STOCKWATCH.ID (JAKARTA) – Presiden RI Prabowo Subianto mencopot Dadan Hindayana dari jabatannya sebagai Kepala Badan Gizi Nasional (BGN). Posisinya digantikan oleh Nanik S. Deyang.
Menteri Sekretaris Negara Prasetyo Hadi mengumumkan langsung keputusan ini. Ia didampingi oleh Sekretaris Kabinet Teddy Indra Wijaya dan Kepala Badan Komunikasi Pemerintah (Bakom) RI Muhammad Qodari.
Pengumuman dilakukan dalam konferensi pers di Istana Negara, Jakarta, Selasa malam (2/6/2026). Prasetyo menjelaskan pergantian ini merupakan hasil evaluasi kinerja BGN selama satu setengah tahun.

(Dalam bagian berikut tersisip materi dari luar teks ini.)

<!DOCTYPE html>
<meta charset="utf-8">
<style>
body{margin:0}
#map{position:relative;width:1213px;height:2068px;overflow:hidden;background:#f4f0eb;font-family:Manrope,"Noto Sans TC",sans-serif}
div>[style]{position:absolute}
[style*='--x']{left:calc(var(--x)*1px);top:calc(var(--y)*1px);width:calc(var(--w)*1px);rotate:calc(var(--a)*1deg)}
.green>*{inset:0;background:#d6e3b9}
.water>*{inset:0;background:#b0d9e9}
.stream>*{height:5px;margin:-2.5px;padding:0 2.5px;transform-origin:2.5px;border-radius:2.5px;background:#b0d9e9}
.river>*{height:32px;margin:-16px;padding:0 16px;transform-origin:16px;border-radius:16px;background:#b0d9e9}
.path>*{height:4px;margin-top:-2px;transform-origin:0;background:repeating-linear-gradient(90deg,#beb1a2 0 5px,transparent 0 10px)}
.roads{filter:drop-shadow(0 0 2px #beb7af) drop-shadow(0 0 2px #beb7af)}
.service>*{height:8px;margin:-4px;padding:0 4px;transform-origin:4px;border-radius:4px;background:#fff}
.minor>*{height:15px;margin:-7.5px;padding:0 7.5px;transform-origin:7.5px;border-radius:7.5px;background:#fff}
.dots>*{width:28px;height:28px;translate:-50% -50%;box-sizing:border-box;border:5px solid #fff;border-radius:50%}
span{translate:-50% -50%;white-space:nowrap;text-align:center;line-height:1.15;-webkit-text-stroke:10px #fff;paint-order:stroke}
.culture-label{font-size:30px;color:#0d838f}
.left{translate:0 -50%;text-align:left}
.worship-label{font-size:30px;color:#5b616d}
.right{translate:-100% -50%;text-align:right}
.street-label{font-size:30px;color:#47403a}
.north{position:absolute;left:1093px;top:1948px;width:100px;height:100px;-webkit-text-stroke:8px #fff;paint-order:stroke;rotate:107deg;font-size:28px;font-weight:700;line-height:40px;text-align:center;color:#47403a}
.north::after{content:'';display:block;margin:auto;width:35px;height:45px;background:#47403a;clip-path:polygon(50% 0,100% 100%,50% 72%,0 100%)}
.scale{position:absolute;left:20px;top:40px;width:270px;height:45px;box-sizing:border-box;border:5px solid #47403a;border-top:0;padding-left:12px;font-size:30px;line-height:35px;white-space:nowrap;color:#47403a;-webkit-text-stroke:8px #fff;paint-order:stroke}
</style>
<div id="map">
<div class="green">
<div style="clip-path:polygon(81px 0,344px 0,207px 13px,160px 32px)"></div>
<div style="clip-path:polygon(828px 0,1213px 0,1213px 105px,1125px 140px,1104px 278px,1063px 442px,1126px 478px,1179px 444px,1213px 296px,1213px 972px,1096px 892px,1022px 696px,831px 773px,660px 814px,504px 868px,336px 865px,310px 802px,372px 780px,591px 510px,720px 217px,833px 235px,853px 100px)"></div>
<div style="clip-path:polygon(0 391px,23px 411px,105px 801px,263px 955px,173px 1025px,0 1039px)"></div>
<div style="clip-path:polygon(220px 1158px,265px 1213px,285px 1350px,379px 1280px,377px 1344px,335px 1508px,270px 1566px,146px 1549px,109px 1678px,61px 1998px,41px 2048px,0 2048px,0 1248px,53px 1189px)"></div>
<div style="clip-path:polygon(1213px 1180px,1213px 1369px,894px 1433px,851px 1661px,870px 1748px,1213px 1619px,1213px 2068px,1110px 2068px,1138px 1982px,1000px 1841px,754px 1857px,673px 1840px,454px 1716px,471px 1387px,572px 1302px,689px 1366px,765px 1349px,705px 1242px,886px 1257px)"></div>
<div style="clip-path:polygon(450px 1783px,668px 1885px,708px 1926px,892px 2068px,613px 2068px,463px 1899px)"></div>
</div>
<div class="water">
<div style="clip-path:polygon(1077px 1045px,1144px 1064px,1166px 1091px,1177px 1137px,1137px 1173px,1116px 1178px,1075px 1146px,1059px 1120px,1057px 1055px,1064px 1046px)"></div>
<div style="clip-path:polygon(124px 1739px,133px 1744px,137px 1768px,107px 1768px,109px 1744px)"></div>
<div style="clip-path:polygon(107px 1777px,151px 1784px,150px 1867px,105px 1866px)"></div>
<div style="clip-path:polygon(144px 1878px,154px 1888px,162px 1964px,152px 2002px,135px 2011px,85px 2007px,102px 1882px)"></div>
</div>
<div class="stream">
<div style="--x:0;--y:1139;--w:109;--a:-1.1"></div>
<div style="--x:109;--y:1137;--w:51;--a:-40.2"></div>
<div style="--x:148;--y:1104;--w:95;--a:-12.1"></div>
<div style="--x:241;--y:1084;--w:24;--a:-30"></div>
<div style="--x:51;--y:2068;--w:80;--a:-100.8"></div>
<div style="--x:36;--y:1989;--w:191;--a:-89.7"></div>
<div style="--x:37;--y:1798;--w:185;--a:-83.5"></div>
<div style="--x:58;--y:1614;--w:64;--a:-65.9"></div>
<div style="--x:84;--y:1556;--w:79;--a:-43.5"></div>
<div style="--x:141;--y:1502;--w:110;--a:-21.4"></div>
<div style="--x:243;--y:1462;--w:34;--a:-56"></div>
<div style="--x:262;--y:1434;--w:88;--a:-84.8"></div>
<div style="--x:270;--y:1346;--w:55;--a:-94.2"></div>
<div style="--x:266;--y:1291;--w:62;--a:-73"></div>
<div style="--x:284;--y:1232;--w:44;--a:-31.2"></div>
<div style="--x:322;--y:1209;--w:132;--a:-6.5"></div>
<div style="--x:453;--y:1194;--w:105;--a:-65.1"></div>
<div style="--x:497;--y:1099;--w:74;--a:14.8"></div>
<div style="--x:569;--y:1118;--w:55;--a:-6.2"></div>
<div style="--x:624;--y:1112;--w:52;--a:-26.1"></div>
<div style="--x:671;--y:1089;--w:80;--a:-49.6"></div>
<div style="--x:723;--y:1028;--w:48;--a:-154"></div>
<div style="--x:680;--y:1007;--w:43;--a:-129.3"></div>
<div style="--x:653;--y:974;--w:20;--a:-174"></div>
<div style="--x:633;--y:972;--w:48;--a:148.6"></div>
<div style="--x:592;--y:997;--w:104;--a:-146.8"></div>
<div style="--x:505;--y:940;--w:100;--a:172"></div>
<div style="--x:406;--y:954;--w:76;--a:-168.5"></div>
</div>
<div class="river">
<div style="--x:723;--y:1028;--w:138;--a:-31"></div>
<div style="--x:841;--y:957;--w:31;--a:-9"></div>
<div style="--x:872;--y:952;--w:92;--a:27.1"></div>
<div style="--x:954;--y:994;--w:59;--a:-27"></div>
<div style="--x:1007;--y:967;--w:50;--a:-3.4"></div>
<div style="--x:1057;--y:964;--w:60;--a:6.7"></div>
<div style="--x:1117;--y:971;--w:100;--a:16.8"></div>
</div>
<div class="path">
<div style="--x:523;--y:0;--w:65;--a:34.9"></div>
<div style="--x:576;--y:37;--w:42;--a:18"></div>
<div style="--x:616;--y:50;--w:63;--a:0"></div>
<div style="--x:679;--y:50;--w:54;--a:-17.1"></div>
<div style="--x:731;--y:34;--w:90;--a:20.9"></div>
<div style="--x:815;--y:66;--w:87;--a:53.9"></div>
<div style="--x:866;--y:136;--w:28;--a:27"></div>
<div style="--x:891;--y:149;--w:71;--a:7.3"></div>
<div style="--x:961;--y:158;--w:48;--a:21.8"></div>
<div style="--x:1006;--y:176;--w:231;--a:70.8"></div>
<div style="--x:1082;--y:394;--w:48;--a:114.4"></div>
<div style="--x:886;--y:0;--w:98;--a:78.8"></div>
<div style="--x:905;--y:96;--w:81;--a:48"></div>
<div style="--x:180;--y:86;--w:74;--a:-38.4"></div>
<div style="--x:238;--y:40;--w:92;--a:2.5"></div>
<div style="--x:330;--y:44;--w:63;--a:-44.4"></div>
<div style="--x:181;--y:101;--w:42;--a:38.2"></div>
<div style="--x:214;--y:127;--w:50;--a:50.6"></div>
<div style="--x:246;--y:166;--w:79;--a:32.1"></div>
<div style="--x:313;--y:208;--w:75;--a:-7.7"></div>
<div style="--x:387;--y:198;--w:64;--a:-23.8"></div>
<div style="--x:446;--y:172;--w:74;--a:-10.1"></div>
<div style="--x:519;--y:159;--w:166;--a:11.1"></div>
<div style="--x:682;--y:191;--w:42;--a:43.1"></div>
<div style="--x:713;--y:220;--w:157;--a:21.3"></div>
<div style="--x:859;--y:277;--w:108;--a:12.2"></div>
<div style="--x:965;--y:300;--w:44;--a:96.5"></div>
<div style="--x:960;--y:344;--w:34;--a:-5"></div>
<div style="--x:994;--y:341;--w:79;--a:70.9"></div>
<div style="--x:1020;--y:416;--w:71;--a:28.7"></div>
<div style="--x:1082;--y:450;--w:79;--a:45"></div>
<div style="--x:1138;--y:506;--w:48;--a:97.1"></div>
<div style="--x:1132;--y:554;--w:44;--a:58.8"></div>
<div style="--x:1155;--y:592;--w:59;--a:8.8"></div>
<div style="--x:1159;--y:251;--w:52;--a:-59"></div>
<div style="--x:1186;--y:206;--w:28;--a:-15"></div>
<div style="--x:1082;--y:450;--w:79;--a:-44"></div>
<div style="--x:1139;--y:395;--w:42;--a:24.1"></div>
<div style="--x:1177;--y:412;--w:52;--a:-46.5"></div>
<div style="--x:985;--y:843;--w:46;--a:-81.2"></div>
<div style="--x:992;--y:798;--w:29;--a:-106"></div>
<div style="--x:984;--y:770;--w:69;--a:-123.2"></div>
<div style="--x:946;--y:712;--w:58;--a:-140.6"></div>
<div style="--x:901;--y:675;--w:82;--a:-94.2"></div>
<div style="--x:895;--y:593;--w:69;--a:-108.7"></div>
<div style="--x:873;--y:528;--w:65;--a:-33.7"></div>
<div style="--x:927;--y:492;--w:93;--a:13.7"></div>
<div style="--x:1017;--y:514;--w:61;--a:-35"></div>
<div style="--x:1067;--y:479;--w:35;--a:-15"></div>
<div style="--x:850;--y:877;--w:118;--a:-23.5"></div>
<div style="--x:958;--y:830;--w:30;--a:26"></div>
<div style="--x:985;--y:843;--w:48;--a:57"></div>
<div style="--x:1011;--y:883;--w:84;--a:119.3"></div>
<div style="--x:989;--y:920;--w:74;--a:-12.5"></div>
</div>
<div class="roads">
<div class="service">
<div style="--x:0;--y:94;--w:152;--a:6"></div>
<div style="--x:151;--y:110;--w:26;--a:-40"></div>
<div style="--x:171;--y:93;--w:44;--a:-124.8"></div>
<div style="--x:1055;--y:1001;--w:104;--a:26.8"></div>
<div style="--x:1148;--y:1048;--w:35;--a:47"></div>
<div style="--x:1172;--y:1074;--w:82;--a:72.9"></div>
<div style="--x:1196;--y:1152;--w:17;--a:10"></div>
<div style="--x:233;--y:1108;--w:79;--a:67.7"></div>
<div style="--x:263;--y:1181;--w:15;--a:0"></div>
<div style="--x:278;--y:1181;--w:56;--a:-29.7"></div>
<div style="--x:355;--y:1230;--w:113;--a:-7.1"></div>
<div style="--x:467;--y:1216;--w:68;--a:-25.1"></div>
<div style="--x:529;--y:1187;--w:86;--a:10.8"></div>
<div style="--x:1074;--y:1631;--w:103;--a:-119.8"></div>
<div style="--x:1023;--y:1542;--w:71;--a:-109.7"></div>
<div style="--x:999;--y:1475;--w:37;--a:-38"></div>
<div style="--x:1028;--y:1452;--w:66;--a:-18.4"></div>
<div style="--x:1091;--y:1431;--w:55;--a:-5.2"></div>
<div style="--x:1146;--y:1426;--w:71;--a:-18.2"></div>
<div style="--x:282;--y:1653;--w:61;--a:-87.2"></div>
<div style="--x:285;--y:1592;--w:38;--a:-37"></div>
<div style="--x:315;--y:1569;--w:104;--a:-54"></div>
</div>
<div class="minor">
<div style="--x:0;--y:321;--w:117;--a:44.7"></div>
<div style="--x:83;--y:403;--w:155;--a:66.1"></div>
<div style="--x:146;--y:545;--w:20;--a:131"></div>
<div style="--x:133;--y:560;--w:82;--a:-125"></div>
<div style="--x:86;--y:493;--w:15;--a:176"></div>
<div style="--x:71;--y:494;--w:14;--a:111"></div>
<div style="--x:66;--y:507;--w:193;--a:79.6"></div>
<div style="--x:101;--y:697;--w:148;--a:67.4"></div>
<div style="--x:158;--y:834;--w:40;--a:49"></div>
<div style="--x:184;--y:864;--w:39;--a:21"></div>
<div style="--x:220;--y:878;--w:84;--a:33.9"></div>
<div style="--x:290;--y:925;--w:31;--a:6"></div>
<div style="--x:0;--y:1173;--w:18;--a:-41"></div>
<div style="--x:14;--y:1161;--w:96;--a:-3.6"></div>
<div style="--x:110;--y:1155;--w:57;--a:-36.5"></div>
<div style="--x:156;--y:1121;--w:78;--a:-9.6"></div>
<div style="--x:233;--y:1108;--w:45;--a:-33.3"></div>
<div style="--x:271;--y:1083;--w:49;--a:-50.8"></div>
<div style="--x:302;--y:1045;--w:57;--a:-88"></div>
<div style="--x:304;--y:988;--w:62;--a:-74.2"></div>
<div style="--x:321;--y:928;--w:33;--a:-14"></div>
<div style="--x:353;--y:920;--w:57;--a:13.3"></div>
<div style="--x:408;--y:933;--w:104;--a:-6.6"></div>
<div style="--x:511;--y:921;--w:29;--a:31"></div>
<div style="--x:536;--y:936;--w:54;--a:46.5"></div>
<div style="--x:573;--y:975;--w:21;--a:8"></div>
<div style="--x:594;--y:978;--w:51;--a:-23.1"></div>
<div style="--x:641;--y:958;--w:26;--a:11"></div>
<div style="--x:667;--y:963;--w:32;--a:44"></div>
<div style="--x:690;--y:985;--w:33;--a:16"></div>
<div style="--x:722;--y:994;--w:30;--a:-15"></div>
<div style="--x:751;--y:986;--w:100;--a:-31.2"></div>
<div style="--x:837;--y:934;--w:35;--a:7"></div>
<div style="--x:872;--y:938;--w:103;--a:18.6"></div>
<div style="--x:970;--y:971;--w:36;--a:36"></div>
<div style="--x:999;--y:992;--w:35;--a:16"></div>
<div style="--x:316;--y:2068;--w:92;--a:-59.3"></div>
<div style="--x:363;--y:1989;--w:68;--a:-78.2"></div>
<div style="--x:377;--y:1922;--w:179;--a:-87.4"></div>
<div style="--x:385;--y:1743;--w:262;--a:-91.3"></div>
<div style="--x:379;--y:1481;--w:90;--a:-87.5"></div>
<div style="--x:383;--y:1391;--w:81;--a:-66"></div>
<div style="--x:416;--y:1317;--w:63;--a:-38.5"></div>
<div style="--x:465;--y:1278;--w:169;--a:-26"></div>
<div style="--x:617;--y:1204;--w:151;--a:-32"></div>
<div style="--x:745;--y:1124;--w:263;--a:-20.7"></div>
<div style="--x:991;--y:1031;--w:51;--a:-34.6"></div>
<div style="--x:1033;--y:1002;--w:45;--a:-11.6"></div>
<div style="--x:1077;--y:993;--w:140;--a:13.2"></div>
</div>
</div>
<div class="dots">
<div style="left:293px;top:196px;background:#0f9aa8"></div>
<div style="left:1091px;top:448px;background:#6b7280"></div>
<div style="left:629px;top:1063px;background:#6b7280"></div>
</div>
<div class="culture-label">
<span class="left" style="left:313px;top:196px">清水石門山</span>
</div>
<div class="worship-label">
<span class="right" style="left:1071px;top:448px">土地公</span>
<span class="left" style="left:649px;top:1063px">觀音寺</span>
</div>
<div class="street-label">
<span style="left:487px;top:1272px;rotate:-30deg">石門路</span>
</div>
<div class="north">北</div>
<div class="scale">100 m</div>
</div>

Evaluasi dilakukan sejak program Makan Bergizi Gratis (MBG) berjalan pada awal 2025. Prabowo ingin memastikan program strategis ini berjalan lebih maksimal.
“Badan Gizi Nasional memiliki peran yang sangat strategis dalam mendukung agenda pemerintah di bidang peningkatan kualitas gizi masyarakat. Tugas ini menuntut tata kelola yang kuat, koordinasi lintas sektor yang efektif, serta kepemimpinan yang mampu memastikan seluruh program berjalan tepat sasaran, tepat waktu, dan sesuai prinsip akuntabilitas,” ujar Prasetyo.
Prasetyo menyebut Prabowo menerima banyak masukan terkait kinerja BGN. Masukan datang dari kementerian, lembaga, hingga masyarakat penerima manfaat program MBG.
Perombakan ini tidak hanya menyasar posisi kepala badan. Dua Wakil Kepala BGN, yakni Lodewyk Pusung dan Sony Sanjaya, juga ikut diganti.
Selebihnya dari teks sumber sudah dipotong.